第4話 野良犬となったお母さん

 小学生低学年の頃。たしか冬だった。学校帰りに私は家の近所の里山に一人で冒険しにいった。当時、私はひとりで遊ぶのを好んだ。里山への冒険も私の好きな遊びのひとつだった。しかしお母さんからは里山へは絶対にいってはいけないと言われていた。そんなお母さんの忠告を無視して里山へいくのがスリリングだった。山に入って15分ぐらいで秘密基地へたどり着いた。秘密基地は枯れた木の枝を積んで壁を作って畳一畳ぐらいのスペースがあった。基地で私はぼうっとしていた。ここでぼうっとするのが好きなのだ。家に帰っても昼間から酒を飲んでいる父親がいるだけだ。やがて私はだんだん眠くなって基地の中で寝てしまった。起きたらそこは真っ暗だった。私は闇に包まれた森のなかにいた。私は一人で暗闇にいるのがこわくなってきて、泣き出した。

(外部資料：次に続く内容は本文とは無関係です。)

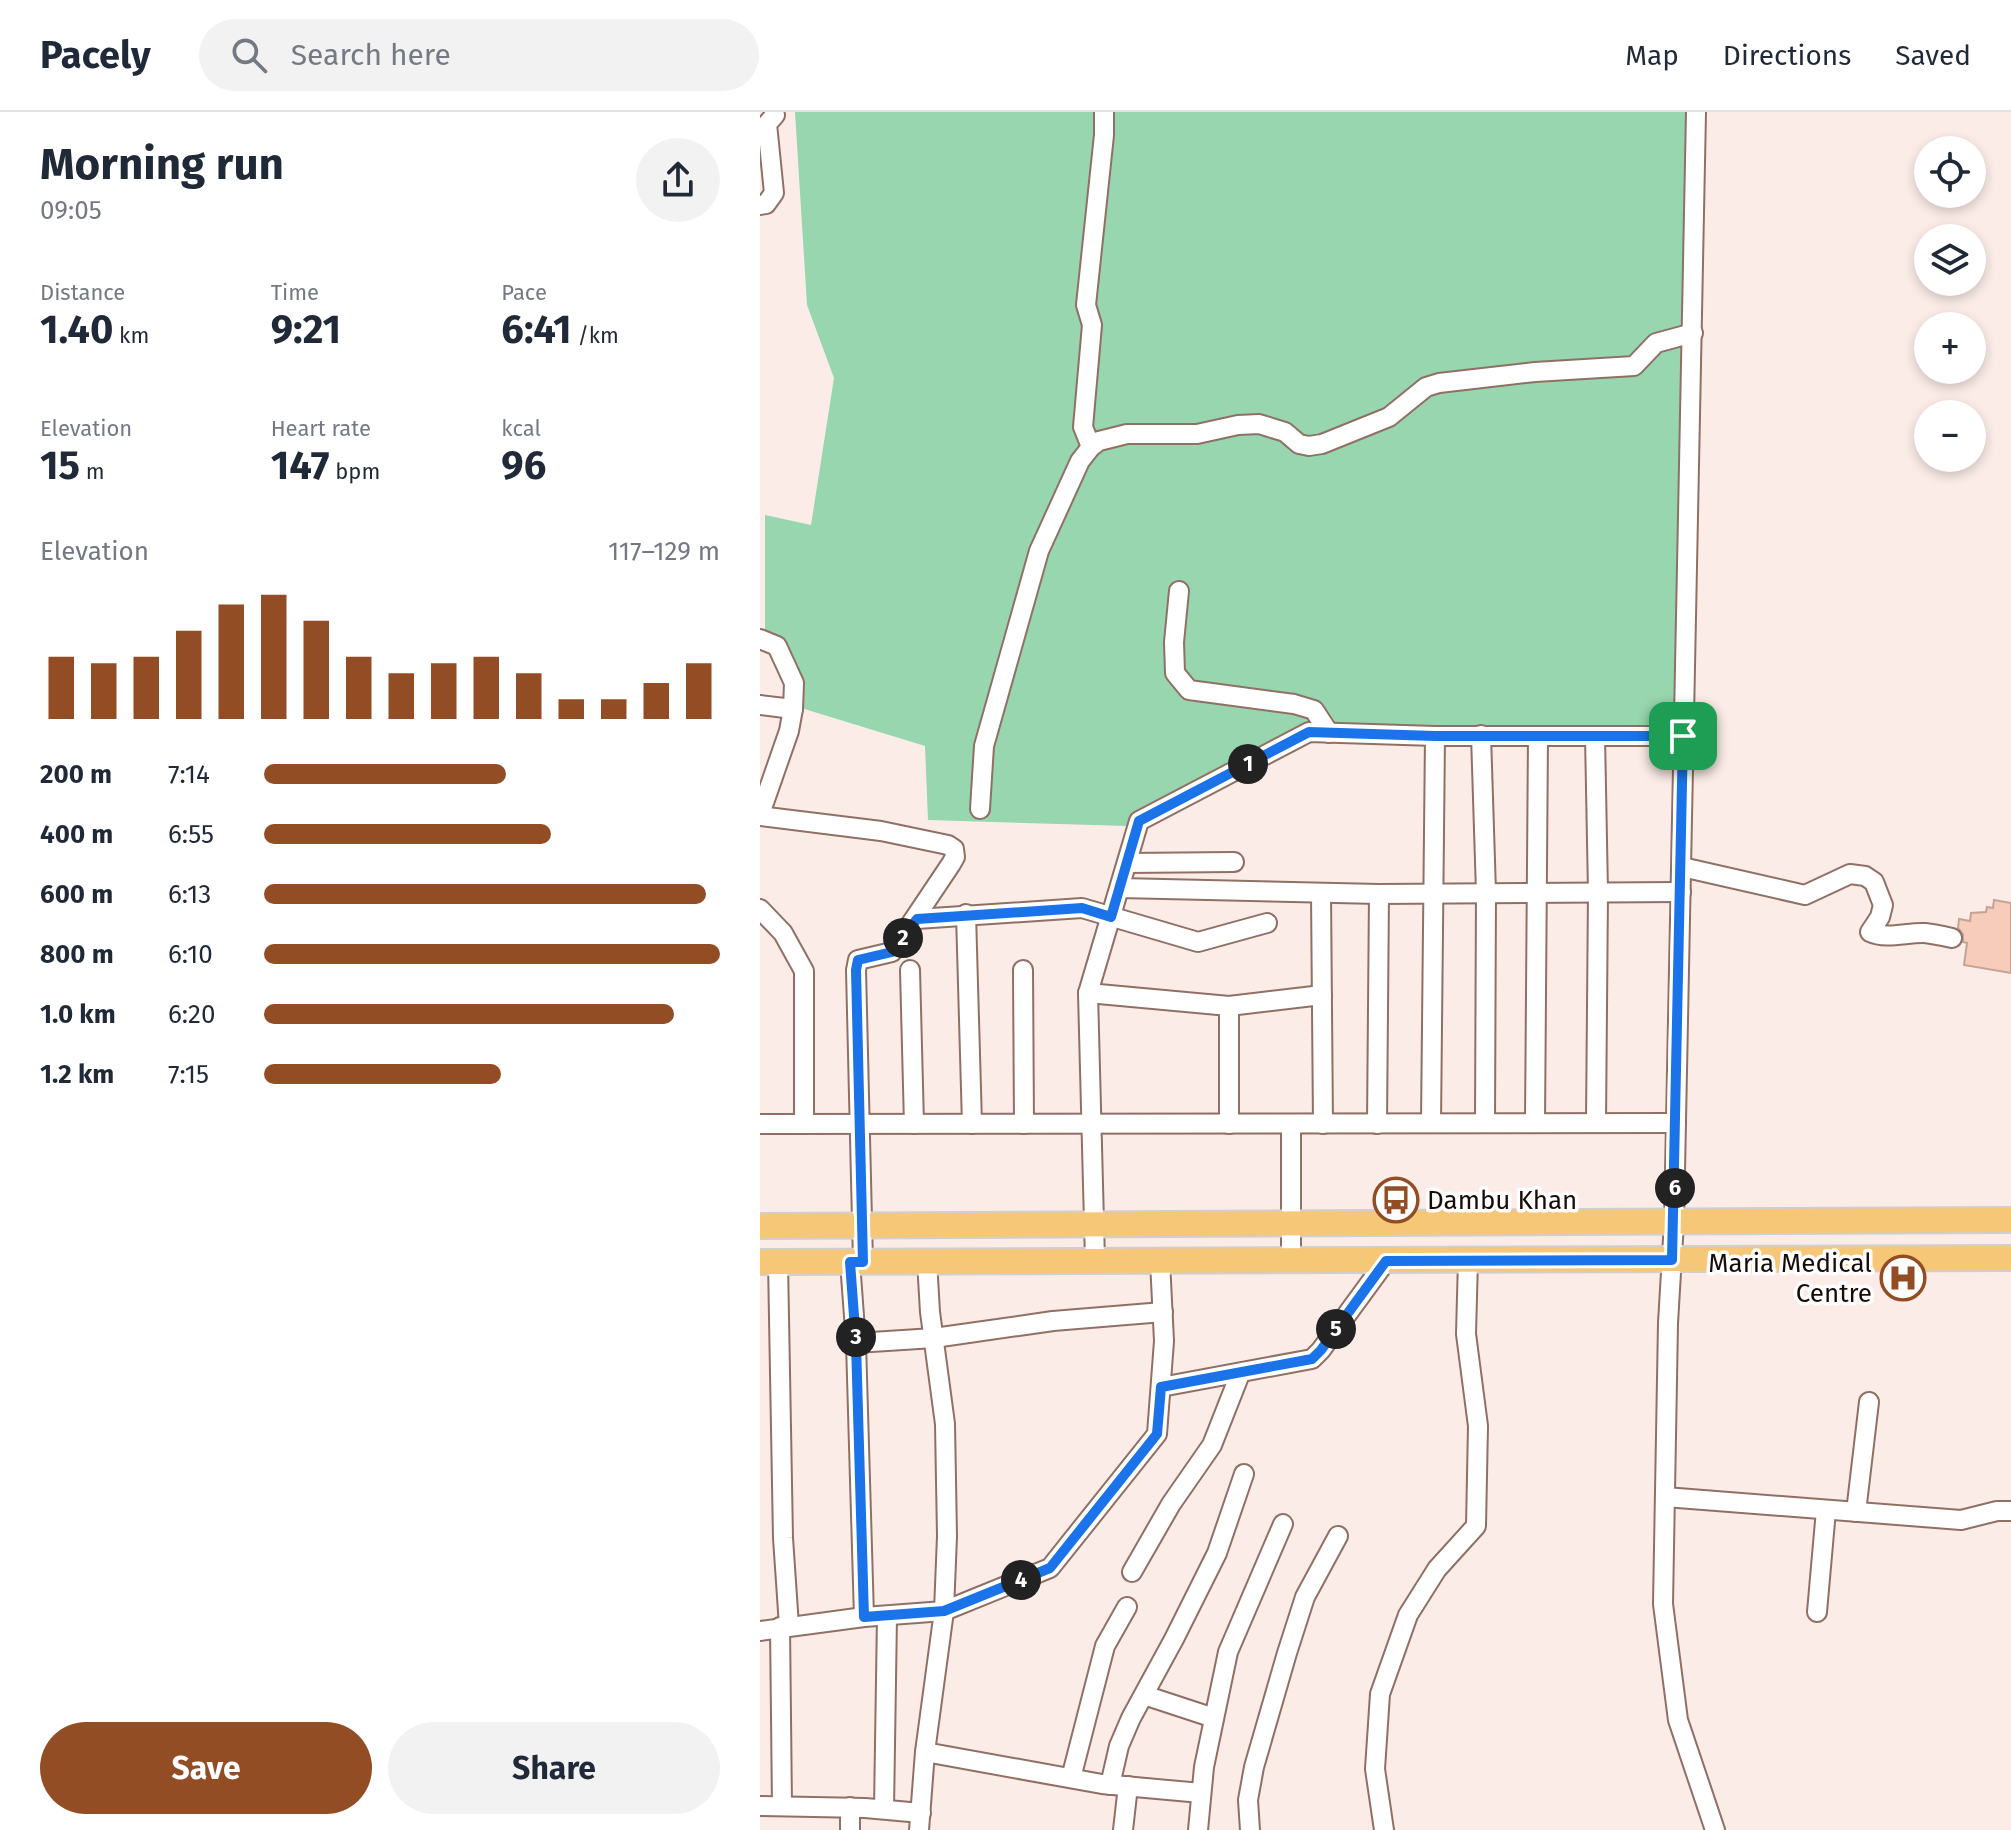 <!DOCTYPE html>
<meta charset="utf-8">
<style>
:root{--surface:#fff;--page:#f2f2f3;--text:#1f2937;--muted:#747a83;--line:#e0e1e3;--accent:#934d24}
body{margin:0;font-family:"Fira Sans",sans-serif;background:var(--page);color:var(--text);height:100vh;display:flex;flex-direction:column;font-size:30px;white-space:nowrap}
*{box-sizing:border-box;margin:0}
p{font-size:26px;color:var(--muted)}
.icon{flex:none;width:44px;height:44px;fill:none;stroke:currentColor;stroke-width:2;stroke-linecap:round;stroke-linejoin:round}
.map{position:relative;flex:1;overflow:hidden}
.details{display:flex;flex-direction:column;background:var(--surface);width:760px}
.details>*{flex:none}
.controls{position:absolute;left:1154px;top:24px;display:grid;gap:16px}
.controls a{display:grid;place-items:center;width:72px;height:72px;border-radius:50%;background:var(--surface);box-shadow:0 4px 12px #0003;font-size:40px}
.pin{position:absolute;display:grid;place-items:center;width:68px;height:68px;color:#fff;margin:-34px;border-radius:16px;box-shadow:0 4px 12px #0006}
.km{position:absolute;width:40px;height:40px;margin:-20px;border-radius:50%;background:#222;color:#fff;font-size:22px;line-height:40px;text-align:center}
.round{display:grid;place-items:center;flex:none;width:84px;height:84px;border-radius:42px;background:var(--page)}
.summary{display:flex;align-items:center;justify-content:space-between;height:136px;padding:0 40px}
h1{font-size:44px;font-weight:700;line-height:60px}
.stats{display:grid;grid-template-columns:repeat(3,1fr);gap:12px;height:136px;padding:8px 40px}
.stats div{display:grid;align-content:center}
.stats b{font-size:40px;font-weight:700}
.stats small{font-size:22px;font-weight:400}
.stats p{font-size:22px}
.chart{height:224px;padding:16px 40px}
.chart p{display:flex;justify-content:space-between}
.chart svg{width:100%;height:144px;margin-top:8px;stroke:var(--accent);stroke-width:6}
.primary-button{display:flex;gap:16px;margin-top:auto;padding:16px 40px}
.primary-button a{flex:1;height:92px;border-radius:48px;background:var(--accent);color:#fff;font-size:32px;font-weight:700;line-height:92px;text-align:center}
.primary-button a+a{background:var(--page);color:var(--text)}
ul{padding:0 40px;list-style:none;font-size:26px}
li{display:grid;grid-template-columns:128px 96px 1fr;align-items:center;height:60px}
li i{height:20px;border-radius:10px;background:var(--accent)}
header{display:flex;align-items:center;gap:48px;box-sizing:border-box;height:112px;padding:0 40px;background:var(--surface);border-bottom:2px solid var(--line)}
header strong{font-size:38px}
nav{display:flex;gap:44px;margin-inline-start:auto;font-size:28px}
.search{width:560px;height:72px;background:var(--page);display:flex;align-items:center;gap:20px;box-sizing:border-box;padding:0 28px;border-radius:44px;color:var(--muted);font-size:30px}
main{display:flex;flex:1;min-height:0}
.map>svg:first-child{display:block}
.green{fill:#97d6ae}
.building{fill:#f7ccbb;stroke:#c5a395;stroke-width:2}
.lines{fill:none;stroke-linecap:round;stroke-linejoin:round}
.minor-casing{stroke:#907064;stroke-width:22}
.major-casing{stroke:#d1cece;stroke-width:28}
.minor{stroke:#fff;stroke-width:18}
.major{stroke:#f6c776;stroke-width:24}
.route-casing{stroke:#fff;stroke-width:16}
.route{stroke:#1a73e8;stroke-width:10}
.labels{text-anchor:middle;stroke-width:7;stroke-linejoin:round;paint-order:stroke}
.poi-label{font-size:26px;fill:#180c08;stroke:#fdfdfd;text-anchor:start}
</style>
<header>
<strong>Pacely</strong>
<div class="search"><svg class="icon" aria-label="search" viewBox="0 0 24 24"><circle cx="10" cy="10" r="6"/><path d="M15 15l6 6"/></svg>Search here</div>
<nav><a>Map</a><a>Directions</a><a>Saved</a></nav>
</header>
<main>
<section class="details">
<div class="summary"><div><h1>Morning run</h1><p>09:05</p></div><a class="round"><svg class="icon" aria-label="share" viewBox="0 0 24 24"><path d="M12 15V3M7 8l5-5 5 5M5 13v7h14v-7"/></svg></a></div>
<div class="stats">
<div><p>Distance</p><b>1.40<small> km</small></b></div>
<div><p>Time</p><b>9:21</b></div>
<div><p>Pace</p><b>6:41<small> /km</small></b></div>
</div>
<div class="stats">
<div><p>Elevation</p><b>15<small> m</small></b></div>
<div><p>Heart rate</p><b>147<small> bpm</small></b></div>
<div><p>kcal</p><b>96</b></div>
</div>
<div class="chart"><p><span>Elevation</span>117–129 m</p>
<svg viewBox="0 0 160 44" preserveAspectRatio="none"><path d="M5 44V25M15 44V27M25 44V25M35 44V17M45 44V9M55 44V6M65 44V14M75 44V25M85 44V30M95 44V27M105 44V25M115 44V30M125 44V38M135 44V38M145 44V33M155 44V27"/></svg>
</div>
<ul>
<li><b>200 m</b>7:14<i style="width:53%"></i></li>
<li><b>400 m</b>6:55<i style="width:63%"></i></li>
<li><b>600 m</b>6:13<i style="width:97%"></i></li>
<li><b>800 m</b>6:10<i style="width:100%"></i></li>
<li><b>1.0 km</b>6:20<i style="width:90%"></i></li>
<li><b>1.2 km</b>7:15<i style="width:52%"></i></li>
</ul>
<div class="primary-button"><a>Save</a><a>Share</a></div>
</section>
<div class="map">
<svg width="1251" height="1718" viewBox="0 0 1251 1718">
<rect width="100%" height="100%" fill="#fbece7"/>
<polygon class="green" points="35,0 934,0 924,617 549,614 368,714 168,708 165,634 38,595 5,529 5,403 51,413 74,266 47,193"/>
<polygon class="building" points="1234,788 1251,791 1251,861 1204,853 1207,831 1203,830 1203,822 1198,816 1199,807 1210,809 1211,801 1226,800 1227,795 1233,796"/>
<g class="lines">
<g class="minor-casing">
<g id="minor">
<polyline points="936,0 914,1110 908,1211 903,1492 918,1608 955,1718"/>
<polyline points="0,93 6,92 14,81 7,12 15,3 14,0"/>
<polyline points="331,335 323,315 332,213 326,193 344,23 344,0"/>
<polyline points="419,479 414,530 415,561 429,578 534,592 554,598 569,621"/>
<polyline points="0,527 17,534 34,571 33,597 29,619 0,702"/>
<polyline points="0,593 33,597"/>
<polyline points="721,623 726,780 725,1011"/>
<polyline points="835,624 838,780 836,1011"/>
<polyline points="220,697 224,634 279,439 320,349 331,335 339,329 367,322 437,322 478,313 499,312 525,320 539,332 549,334 562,332 629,305 666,275 679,271 775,260 874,254 896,231 933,221"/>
<polyline points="0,704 121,719 188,733 194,737 195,745 191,752 132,840 98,848 96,858 103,1150"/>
<polyline points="367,751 474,750"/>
<path d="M922 755 1045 783 1090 762 1105 764 1114 770 1123 793 1120 805 1110 820C1127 828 1147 820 1165 821 1174 822 1183 824 1192 826"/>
<polyline points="360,776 619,782 921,780"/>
<polyline points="561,781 563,1012"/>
<polyline points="0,797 23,821 44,859 44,1012"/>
<polyline points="206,802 212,1012"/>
<polyline points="157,807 322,796 438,830 507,811"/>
<polyline points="150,858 154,1012"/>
<polyline points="263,858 264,1012"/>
<polyline points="328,881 469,894 562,883"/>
<polyline points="671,1011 675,624"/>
<polyline points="775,1011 778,624"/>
<polyline points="0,1012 916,1011"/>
<polyline points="469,1012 469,894"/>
<polyline points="531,1012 531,1149"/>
<polyline points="617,1012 619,782"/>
<polyline points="335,1149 328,881 379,709 549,620 675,624 923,624"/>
<polyline points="18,1150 23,1426 29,1514"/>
<polyline points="90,1150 96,1231 104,1505"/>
<polyline points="96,1231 174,1226 293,1209 403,1200"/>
<polyline points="401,1275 552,1247 561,1238 626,1149"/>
<polyline points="905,1385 1201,1408 1237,1399 1251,1399"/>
<polyline points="1096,1400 1109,1290"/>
<polyline points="372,1460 411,1392 452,1333 480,1262"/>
<polyline points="1057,1500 1066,1398"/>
<polyline points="20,1515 22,1694"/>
<polyline points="0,1519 104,1505 184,1499 290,1456 397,1322 404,1229 400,1149"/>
<polyline points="384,1583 454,1606"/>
<polyline points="165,1640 342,1672 441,1681"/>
<polyline points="311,1666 345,1534 367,1495"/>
<polyline points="350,1673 359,1634 371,1606 414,1527 457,1441 484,1362"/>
<polyline points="0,1694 105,1696 161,1701"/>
<polyline points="90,1695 90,1718"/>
<polyline points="124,1697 127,1504"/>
<polyline points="159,1718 165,1640 184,1499 187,1424 185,1312 170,1200 167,1149"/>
<polyline points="363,1718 368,1674"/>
<polyline points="438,1718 444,1655 468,1540 523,1412"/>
<polyline points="490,1718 488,1688 494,1655 527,1541 545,1485 578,1424"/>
<polyline points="624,1718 615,1657 620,1582 648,1503 677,1457 716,1414 718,1314 706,1222 708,1148"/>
</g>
</g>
<g class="major-casing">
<g id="major">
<polyline points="0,1114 1251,1108"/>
<polyline points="0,1150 1251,1146"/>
</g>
</g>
<use href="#minor" class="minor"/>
<use href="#major" class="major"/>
</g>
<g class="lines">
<g class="route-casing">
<polygon id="route" points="549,620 675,624 923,624 912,1148 626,1149 561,1238 552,1247 401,1275 397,1322 290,1456 184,1499 104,1505 96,1231 90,1150 103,1150 96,858 98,848 132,840 157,807 322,796 351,805 379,709"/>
</g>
<use href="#route" class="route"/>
</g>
<defs>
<g id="bus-ring" transform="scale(2.3)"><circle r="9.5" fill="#fdfdfd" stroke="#934d24" stroke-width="1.5"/><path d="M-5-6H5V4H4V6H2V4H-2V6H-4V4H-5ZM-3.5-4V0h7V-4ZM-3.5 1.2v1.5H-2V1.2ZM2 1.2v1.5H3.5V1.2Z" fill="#934d24"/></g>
<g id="hospital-ring" transform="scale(2.3)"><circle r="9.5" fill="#fdfdfd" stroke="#934d24" stroke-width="1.5"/><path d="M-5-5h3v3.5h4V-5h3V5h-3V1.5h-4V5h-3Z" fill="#934d24"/></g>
</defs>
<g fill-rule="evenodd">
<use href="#bus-ring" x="636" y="1088"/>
<use href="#hospital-ring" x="1143" y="1166"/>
</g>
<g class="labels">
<g class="poi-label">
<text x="667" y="1097">Dambu Khan</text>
<text x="1112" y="1160" text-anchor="end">Maria Medical<tspan x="1112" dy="30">Centre</tspan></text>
</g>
</g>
</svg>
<div class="controls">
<a><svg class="icon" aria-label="locate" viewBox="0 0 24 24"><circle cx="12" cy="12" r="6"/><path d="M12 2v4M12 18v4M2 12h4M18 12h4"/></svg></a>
<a><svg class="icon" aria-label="layers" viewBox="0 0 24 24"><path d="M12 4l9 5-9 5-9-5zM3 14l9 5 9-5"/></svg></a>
<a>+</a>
<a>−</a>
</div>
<div class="pin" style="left:923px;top:624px;background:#1e9e55"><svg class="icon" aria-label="arrive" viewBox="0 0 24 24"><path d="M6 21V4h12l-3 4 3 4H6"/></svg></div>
<b class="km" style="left:488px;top:652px">1</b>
<b class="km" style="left:143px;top:826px">2</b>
<b class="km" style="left:96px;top:1225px">3</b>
<b class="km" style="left:261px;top:1468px">4</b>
<b class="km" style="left:576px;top:1217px">5</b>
<b class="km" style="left:915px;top:1076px">6</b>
</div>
</main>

泣いていると闇の中から何かが近づいてきた。一匹の野良犬だった。野良犬は私の頬をぺろりと舐めた。そして野良犬は歩きだし、遠くへいった。野良犬は気まぐれだ。私は寒くなってきてガタガタと震え始めた。街へ戻りたかったが暗くて道がわからない。私は呆然となった。しばらくしゃがみこんでいると背中をツンツンと突かれた。私は驚いて後ろを振り返った。後ろにいたのはさっきの野良犬だった。野良犬はさらにツンツンと私の背中を押してくる。私は戸惑ったが押されるがまま歩き出した。そして後ろから押してくる野良犬と歩いていると、山の入り口にたどり着いた。私は助かった!と思った。野良犬さんありがとう!私は自宅まで帰っていった。しかしなぜか野良犬は自宅まで私の跡をついてきた。私は玄関を開け自宅へ入るとお母さんが洗面所だ倒れていた。私はお母さんと叫んだ。その時開いた玄関のドアから野良犬がそろりと入ってきた。野良犬は私を見た。その時頭の奥から声が聴こえた。「あまねちゃん、山へいったらだめでしょ。お母さん魔法を使って野良犬になりました。この魔法は一回使ったら死にます。あまねちゃん、これからは約束を守る子でいてね」

 私は思った。お母さんは魔法を使い野良犬となって私は助けたのだ。しかしその魔法の副作用でお母さんは死んだ。なぜこうなったかといえば、私がお母さんと交わした、山にいってはいけないという約束を破ったからだ。私はもう絶対に人と交わした約束は破らないと心に誓った。いつの間にか野良犬は姿を消していた。